By then, it had become clear to me that 90 percent of the time that I spent with each sibling needed to be unrelated to the photograph itself. It needed to be about our getting to know each other, about my trying to understand the other person’s life. It couldn’t be rushed. The emotional labor of the project was intended to be almost reparative — a response to the transactional nature of the sperm bank and the financial exchange our parents made in order to create us.
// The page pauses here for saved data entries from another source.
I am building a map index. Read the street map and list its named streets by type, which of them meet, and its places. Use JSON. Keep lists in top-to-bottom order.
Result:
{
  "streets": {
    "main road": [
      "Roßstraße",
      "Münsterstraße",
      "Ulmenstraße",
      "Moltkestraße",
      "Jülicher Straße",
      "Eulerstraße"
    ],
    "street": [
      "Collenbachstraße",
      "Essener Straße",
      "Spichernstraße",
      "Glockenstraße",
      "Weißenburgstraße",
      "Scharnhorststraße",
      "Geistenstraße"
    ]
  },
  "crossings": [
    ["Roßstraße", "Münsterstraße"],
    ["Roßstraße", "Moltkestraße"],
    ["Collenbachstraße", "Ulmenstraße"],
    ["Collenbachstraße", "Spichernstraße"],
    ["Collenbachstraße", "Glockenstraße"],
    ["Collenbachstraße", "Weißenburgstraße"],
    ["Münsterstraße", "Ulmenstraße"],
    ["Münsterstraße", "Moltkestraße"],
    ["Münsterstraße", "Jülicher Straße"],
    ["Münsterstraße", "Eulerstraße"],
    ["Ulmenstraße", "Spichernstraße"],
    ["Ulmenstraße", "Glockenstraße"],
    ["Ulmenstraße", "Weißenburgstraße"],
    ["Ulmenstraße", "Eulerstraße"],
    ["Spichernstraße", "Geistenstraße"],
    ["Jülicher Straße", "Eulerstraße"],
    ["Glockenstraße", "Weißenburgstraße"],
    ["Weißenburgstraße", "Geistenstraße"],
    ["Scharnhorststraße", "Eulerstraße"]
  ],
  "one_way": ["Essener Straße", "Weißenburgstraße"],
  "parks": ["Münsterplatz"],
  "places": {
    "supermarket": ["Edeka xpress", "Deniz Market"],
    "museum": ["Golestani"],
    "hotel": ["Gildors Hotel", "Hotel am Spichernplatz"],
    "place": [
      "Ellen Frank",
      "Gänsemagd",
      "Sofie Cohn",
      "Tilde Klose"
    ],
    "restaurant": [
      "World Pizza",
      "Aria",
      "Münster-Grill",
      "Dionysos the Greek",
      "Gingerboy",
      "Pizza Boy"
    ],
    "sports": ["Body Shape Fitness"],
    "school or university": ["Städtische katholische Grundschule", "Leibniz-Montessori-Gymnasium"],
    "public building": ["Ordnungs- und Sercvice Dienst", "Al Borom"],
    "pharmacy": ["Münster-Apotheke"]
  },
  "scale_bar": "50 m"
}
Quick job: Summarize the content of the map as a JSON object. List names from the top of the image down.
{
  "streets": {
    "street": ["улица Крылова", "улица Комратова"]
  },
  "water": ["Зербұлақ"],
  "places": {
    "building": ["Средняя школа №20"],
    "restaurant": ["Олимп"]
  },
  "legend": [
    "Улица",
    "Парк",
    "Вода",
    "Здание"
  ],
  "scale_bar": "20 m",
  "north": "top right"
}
A portrait of Ben and Julia Berman.
Ben, 20, and Julia Berman, 17, in Julia’s bedroom in San Anselmo, Calif. He attends college in Louisiana; she is in high school. “We were on our way to a cousin’s wedding when I was little, and my mom said to my brother and me, ‘‘When you’re dating, you’ll have to be careful and take a DNA test to make sure it’s not your half sibling.’’ I was like: ‘‘Mom, what are you talking about? I’m 7!’’ But it was something that was definitely on her mind.”
A portrait of Zachary and Nick.
Zachary Osborne-Schaefer, 20, in his mother’s tropical-fish store in Santa Rosa, Calif.
A portrait of Zachary and Nick.
Nick Leonard, 20, a college student, in Eugene, Ore.
A portrait of Neylan.
Neylan Griffy, 19, a college student, in the home where her mother grew up in Fowler, Colo.
Sadie Pearson, 20, in an apartment in Portland, Ore., where she attends college. “When I first met everyone, it was more magical because we were younger. In the beginning there were seven main siblings who talked. Now, when we find new ones, I’m kind of numb to the fact that there are more siblings. How is it going to be now? How will I be close to everybody?”
Lily Supovitz, 21, in the living room of an apartment in Bend, Ore., where she attends college. “Since meeting my siblings, I’ve become more confident of my identity. I’m no longer wondering, Who am I? And being connected to that side of my genes really helped me feel less alone, because a lot of the siblings, when I first met them, were going through similar struggles. And honestly, more excited for life — because you just never know what’s going to happen.”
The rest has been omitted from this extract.